Filmmaker, writer, and producer Shola Lynch will present a lecture on “History, Documentary Filmmaking, and Presidential Politics” on Monday, March 7, 2011, at 7:00 p.m. in the Thomas Dixon Lovely Ballroom of the Ruth S. Harley University Center, 1 South Avenue, Garden City, NY. Ms. Lynch’s directorial debut CHISHOLM ’72 – Unbought & Unbossed won the Peabody Award in 2006. This documentary is about Shirley Chisholm who was the first black woman elected to Congress in 1968. In 1972, Chisholm was the first black woman to run for president. Ms. Lynch will discuss this documentary and how filmmaking continues to be a useful medium in history and politics. This event, part of the University’s Black History Month celebrations, is sponsored by the James Baldwin Lecture Series, the Communications Department, and the African, Black and Caribbean Studies Program.

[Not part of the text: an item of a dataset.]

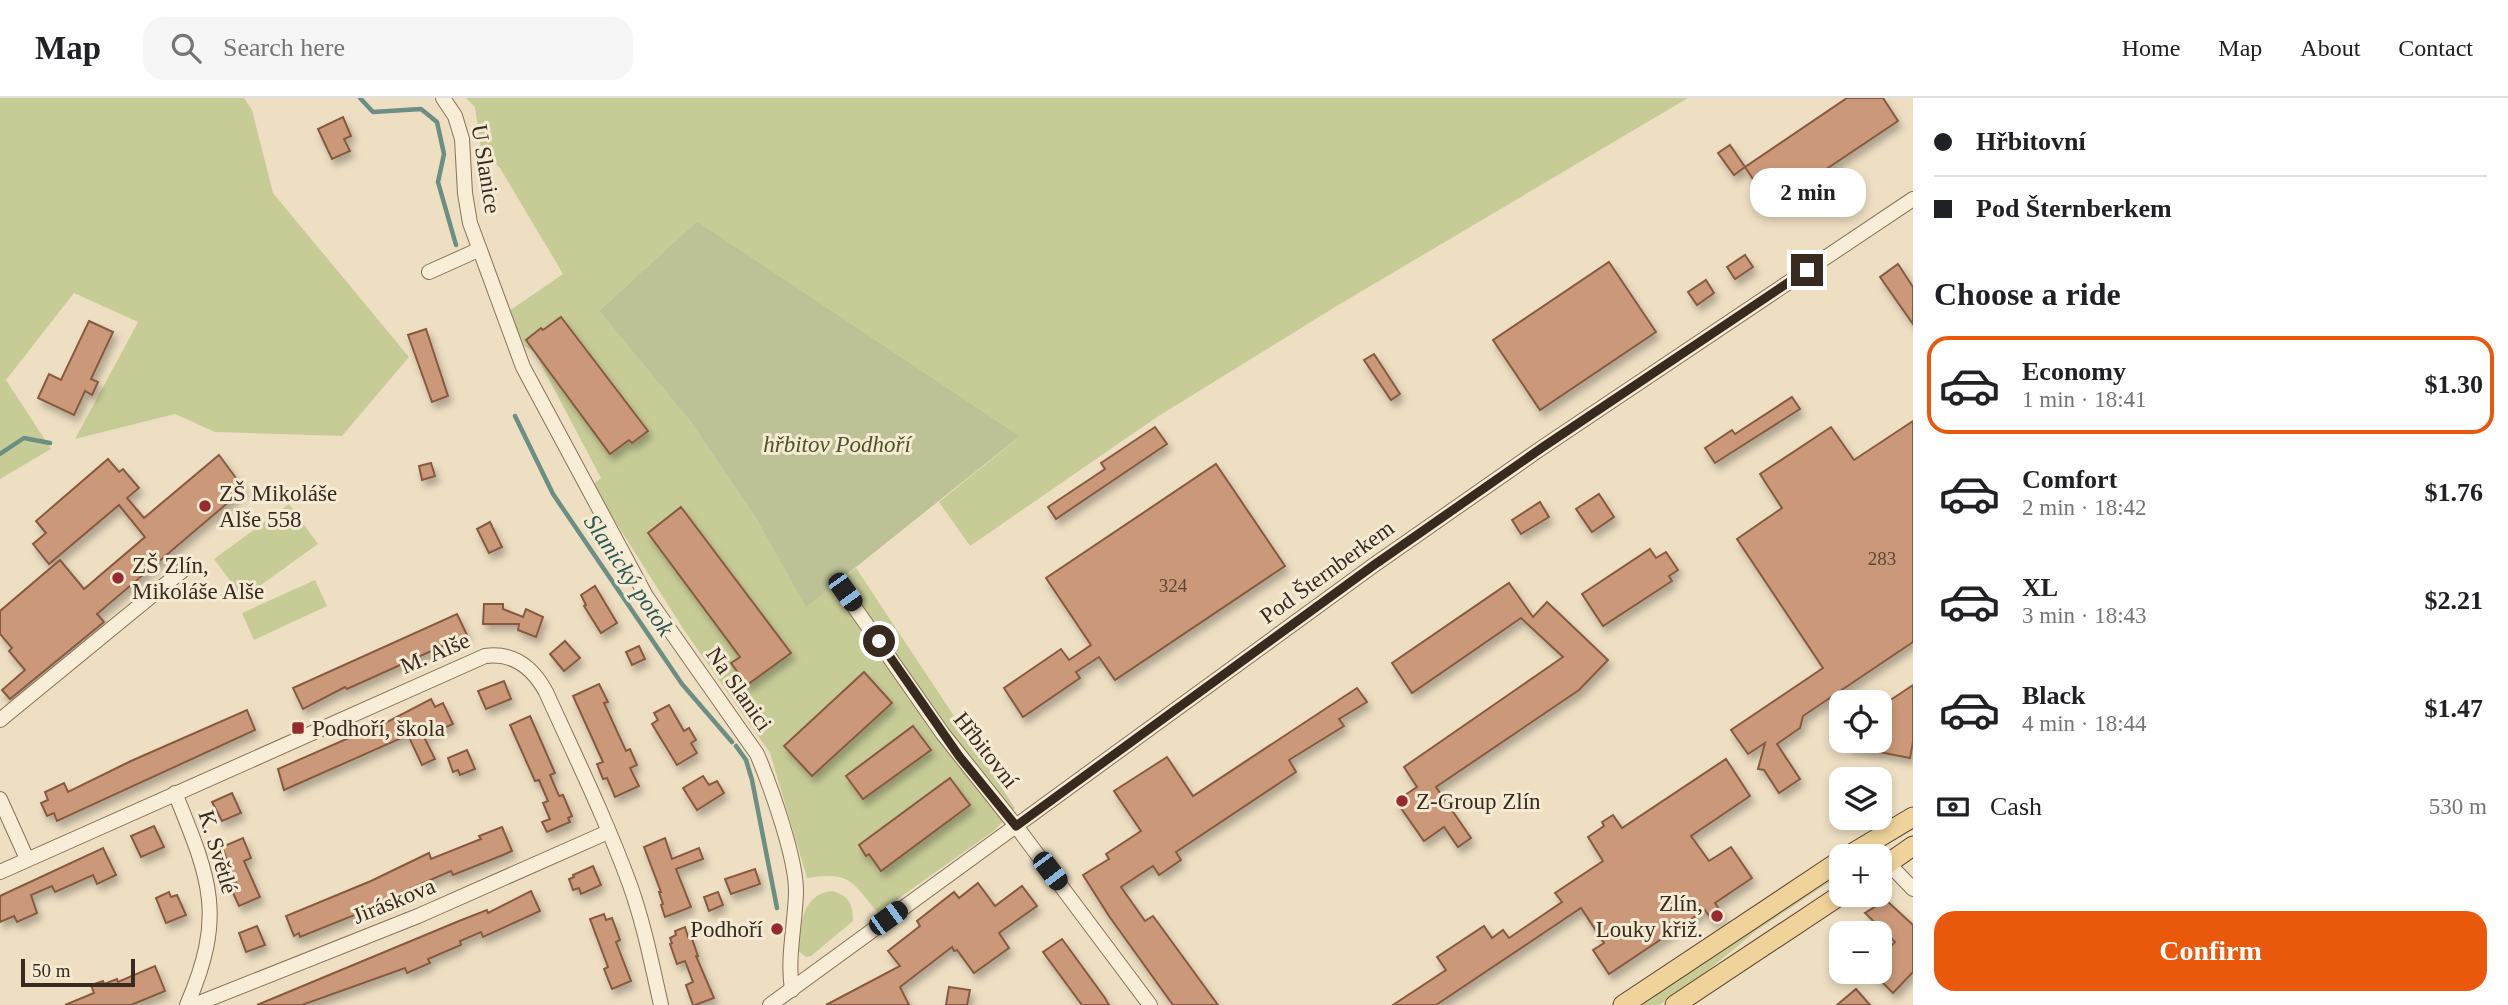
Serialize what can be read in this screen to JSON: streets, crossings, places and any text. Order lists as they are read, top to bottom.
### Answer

Shola Lynch learned the craft of documentary making while working with Ken Burns and Florentine Films on the Peabody Award-winning Frank Lloyd Wright. Ms. Lynch was also one of producers of the Emmy Award-winning HBO sports documentary Do You Believe in Miracles? The Story of the 1980 U.S. Hockey Team. At Orlando Bagwell’s ROJA Productions, she co-produced a documentary short about the 2000 Census and racial identity that aired on PBS in 2003 as part of the last hour of the four-part series on race in America, Matters of Race. Ms. Lynch has recently been developing and fundraising for her work-in-progress feature-length documentary Free Angela & All Political Prisoners about Angela Davis and the high stakes crime, political movement, and trial that catapulted her to international notoriety.
Shola Lynch has also produced pieces for BET and TV One, as well as written, produced, and reported pieces in a short series on incarceration in America for CNN’s Anderson Cooper 360˚. While pursuing a bachelor’s degree at the University of Texas, she became a nationally ranked track athlete in the 800m and 1500m. Her most important life lesson derives from her 15 year national and international athletic career as she states that, “The lesson is not one of being a champion but the payoff of perseverance in the pursuit of a goal.” Lynch also has a master’s degree in American History from the University of California, Riverside that culminated in a thesis and an exhibition at the California Museum of Photography titled “How Far Have We Come? Past and Present Images of African Americans.”